Именно Спиридович и должен был встретиться с генералом Курловым, первым заместителем Столыпина, дабы в доверительной беседе обсудить ситуацию, сложившуюся в результате премьерского ультиматума государю. Спускать такое
— никак нельзя, обидчик должен быть наказан так чтобы другим было неповадно; отставка Столыпина должна звучать как пощечина неблагодарному.
(Из шифрованного сообщения французского посла в России в Париж: «Здесь считают, что отставка Столыпина предрешена. Вопрос лишь в том, кого изберет его преемником царь, как обычно весьма медлительный в государственных решениях.
Полагают, что ближайшее окружение русского монарха не может поддерживать ни министра финансов Коковцова, ни называемого в ряде салонов бывшего председателя совета графа Витте, поскольку и тот и другой считаются в сферах либералами, хотя их преданность идее самодержавия не ставится под сомнение.
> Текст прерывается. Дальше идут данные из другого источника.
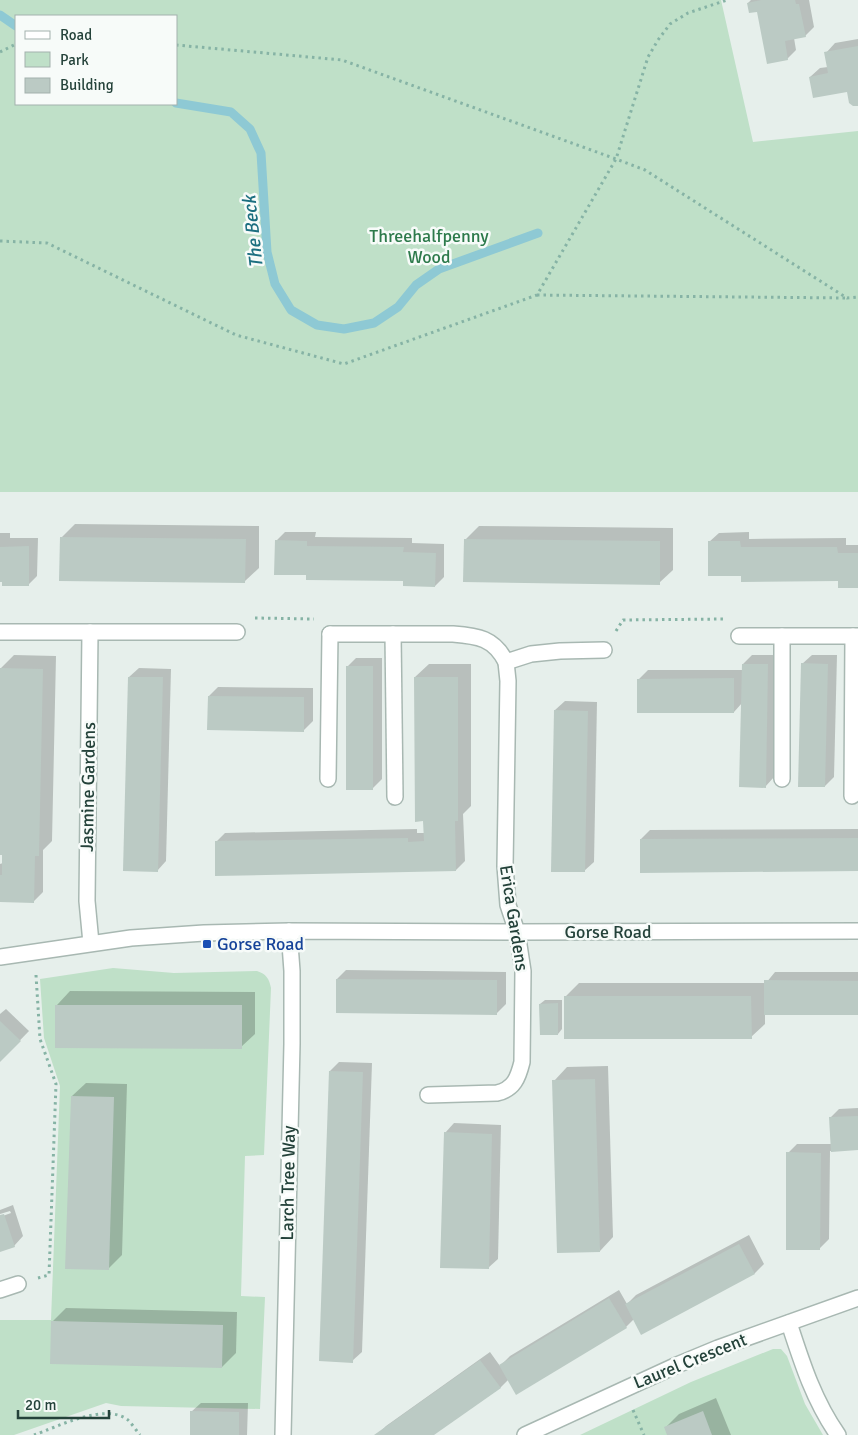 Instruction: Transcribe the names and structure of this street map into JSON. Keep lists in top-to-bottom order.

Высказывается мнение, что Столыпина пожалуют графским титулом и он будет отправлен наместником в Польшу или на Кавказ».) Курлов Генерал-лейтенант Павел Григорьевич Курлов, отпраздновав свое пятидесятилетие в девятьсот десятом году, был крепок, как истый спортсмен; еженедельно наносил визит врачу тибетской медицины Петру Александровичу Бадмаеву (правда, он звал его прежним, бурятским именем Жамсаран; молился, как на бога; не он, впрочем, один; император Александр III был восприемником раскосого при крещении); играл в теннис с германским военным атташе; несмотря на это, много пил, шастал по девкам; в последнее время увлекся женою своего адъютанта Валламова, пухленькой душечкой графиней Армфельд, остепенился; уговаривал Валламова добром дать развод; пример был налицо — Сухомлинов; тем более вместе работали в Киеве, там Курлов о т с и ж и в а л с я управляющим губернией после того, как сняли с генерал-губернаторства в Минске, — приказал расстрелять мирную демонстрацию, появились нарекания, мог бы и пострадать, но революционер Иван Пухлов бросил в него бомбу, поцарапало: государь любил особенною любовью всех тех, кто проливал кровь от рук бунтовщиков, — будто клятва на верность, такой шататься не станет и про конституцию не заговорит, посему и перевели в матерь городов русских, тем более там стали все более поднимать голову украинцы, тоже еще нация, надобно было прижать, нет украинцев, есть малороссы!
Именно в Киеве, в доме Сухомлинова, генерал Спиридович и познакомился с Курловым.
Именно поэтому Дедюлин счел возможным рекомендовать государю Курлова на пост товарища министра внутренних дел и командира отдельного его величества корпуса жандармов; за четыре года было получено достаточно доказательств верности Курлова генералу Дедюлину, но отнюдь не своему непосредственному шефу Столыпину.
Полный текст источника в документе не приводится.